L’Inspection a également constaté le dépôt de fonds publics dans des établissements financiers en difficulté pour un montant avoisinant les 116 millions d’ouguiyas, ainsi que des dépenses sans contrepartie s’élevant à plus de 86 millions d’ouguiyas, ainsi que des dépenses non étayées par des pièces justificatives suffisantes pour un montant supérieur à 82 millions, sans compter l’octroi d’avantages indus à des fonctionnaires pour un montant de plus de 77 millions d’ouguiyas.
 

Les irrégularités comprenaient également la réduction ou l’exonération injustifiée de recettes dues à l’État, des lacunes dans le recouvrement des recettes, le détournement de fonds, des dépenses injustifiées, le non-paiement des droits d’enregistrement des contrats, ainsi que le versement de sommes pour du matériel et des équipements non livrés.
 

Sur le plan administratif, le rapport a relevé des irrégularités dont l’impact financier direct n’a pas été établi, mais qui ont affecté les procédures de contrôle, les transactions et la gestion.
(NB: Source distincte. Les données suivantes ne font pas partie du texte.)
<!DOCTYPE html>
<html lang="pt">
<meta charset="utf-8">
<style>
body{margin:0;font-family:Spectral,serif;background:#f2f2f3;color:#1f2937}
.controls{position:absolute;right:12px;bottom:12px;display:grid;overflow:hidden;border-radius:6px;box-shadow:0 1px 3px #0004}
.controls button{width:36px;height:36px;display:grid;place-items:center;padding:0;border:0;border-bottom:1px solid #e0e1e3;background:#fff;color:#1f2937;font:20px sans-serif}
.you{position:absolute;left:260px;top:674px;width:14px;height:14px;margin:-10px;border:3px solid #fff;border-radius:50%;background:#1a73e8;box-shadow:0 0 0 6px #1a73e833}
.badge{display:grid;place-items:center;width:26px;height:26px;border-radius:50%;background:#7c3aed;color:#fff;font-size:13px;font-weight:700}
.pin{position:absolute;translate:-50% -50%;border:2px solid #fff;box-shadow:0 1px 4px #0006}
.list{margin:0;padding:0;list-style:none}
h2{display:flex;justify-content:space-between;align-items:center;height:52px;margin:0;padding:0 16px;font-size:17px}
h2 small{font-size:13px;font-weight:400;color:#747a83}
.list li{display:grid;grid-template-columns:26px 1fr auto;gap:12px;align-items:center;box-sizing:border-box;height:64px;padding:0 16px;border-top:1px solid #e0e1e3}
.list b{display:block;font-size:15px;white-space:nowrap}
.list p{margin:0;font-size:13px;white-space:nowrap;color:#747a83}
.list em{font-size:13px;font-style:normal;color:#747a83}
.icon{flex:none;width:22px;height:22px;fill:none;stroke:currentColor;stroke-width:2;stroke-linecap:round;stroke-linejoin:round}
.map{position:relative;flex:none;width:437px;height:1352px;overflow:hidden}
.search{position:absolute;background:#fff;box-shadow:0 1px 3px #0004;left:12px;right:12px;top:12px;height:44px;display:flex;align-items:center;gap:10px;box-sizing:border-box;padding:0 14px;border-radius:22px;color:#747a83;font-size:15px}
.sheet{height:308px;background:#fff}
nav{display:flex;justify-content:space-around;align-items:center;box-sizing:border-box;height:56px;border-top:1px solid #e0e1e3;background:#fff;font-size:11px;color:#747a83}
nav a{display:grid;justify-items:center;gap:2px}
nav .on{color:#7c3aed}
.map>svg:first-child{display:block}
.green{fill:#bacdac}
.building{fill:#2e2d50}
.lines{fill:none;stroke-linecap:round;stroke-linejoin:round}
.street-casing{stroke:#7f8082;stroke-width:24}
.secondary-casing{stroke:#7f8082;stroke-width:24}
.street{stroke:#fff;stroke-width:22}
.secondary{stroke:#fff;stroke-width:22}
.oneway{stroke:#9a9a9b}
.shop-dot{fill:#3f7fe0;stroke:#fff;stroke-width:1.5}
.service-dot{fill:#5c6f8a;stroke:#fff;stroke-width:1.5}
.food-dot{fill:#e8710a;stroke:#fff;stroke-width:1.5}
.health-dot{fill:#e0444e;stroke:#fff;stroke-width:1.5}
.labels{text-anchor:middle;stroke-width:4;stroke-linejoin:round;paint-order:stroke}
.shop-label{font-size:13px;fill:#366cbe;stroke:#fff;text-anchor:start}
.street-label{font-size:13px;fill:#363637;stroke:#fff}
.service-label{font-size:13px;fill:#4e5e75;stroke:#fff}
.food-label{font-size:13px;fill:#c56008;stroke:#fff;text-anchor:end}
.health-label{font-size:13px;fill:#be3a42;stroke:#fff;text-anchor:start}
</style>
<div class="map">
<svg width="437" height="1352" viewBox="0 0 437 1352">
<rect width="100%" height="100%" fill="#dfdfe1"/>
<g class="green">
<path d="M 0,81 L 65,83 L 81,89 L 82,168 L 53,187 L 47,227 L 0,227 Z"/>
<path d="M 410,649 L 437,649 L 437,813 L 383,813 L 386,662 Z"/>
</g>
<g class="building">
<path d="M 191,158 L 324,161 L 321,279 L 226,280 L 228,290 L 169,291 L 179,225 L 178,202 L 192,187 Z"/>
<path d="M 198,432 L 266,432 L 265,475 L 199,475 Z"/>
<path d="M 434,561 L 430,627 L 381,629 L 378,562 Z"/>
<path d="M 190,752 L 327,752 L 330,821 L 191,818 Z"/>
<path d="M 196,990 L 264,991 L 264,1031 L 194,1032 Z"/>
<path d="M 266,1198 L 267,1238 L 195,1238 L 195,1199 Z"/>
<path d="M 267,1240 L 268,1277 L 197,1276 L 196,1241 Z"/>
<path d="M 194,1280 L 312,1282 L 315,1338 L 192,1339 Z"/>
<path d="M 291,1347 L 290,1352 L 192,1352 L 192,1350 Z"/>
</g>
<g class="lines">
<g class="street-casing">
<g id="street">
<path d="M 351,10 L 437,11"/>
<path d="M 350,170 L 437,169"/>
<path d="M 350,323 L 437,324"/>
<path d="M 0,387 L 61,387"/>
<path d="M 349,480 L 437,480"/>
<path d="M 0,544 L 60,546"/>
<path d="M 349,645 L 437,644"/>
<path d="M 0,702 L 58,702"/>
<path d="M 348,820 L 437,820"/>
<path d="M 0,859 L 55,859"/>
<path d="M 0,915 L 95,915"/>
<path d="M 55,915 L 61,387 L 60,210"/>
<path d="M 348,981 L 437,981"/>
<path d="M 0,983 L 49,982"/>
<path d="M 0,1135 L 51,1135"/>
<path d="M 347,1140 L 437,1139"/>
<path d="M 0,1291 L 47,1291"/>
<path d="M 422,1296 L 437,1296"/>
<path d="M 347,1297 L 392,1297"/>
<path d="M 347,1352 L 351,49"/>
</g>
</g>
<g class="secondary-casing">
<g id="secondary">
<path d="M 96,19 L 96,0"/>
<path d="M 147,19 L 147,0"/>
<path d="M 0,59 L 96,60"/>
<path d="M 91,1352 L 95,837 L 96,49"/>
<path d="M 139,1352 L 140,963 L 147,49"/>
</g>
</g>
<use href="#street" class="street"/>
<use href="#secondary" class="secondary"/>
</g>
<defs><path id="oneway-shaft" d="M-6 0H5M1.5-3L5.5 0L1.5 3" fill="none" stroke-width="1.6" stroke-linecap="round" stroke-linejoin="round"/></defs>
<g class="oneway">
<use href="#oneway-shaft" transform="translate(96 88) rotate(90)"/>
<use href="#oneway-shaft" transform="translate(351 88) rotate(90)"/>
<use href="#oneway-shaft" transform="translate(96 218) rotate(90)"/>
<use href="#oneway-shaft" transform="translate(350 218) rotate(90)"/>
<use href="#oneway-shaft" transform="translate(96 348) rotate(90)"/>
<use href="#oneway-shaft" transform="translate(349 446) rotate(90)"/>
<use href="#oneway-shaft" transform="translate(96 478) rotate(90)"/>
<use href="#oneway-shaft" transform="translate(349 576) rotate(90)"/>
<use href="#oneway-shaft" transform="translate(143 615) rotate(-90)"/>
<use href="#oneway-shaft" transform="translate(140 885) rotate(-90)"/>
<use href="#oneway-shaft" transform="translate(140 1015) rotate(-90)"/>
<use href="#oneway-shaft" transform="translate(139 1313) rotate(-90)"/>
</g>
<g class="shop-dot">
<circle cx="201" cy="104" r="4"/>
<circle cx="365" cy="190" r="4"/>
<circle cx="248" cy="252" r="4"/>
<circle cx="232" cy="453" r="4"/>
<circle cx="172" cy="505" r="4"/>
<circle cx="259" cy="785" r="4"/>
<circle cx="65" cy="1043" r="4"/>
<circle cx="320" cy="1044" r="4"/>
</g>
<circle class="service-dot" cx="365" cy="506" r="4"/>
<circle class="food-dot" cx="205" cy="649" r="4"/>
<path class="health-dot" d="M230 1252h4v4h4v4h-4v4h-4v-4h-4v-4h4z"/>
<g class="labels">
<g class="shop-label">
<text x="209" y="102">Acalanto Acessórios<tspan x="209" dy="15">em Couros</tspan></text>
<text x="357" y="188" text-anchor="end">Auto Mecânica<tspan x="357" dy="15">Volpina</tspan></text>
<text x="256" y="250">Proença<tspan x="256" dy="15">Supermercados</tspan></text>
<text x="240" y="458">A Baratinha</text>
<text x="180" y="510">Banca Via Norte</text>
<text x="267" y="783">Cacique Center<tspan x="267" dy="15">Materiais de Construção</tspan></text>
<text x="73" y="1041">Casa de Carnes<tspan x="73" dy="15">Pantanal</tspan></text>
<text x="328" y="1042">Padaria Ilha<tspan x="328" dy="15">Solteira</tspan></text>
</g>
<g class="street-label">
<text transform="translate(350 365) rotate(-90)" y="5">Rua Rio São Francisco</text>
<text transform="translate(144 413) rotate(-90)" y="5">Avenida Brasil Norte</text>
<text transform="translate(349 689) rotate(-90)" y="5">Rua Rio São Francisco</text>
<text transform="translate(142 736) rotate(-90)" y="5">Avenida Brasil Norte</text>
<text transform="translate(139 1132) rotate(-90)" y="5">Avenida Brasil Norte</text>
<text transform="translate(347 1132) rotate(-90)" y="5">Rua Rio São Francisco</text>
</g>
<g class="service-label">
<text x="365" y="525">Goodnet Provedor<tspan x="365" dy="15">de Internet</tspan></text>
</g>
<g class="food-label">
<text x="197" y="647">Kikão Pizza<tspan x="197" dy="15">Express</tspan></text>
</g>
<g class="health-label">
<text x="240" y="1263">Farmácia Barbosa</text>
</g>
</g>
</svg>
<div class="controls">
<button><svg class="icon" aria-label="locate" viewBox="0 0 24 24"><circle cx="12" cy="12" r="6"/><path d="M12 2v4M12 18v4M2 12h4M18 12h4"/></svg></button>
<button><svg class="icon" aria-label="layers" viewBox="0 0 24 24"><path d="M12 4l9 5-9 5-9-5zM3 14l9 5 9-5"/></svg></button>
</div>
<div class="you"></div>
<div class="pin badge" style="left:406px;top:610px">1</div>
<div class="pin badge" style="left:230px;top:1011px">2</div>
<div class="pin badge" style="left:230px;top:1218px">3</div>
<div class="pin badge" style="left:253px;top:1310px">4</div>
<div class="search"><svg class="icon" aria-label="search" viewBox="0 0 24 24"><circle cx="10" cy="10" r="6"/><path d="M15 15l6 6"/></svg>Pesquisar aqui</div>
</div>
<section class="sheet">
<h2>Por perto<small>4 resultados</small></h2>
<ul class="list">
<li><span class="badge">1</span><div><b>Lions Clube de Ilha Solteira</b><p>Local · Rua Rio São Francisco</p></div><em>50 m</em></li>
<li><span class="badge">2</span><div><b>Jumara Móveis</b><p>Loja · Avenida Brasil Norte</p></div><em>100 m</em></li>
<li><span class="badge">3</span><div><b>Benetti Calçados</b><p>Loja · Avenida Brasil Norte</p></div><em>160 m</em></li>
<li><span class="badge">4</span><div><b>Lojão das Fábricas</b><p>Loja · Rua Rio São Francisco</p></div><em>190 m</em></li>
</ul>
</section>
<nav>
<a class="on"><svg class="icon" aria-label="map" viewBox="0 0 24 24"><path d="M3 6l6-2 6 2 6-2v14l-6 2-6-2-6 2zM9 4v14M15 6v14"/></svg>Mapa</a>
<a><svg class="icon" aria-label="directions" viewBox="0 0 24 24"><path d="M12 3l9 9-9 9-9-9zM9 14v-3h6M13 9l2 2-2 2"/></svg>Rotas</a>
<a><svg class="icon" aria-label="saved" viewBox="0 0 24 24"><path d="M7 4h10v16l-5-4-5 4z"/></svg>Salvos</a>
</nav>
En tête de liste figurent les lacunes du système de contrôle interne (16 cas), suivies de la concurrence fictive (12 cas), puis des accords directs non justifiés et du non-respect des seuils de compétence (10 cas).
 

Le rapport a également recensé neuf cas de souscription manquant de transparence et de fractionnement des dépenses, et sept cas d’installations, d’équipements et d’études non utilisés, ainsi que des irrégularités concernant la planification des transactions, le versement d’avances aux fournisseurs en violation des procédures, l’abus d’influence et l’abus de fonction, la collusion dans les transactions, la falsification de documents administratifs et les conflits d’intérêts.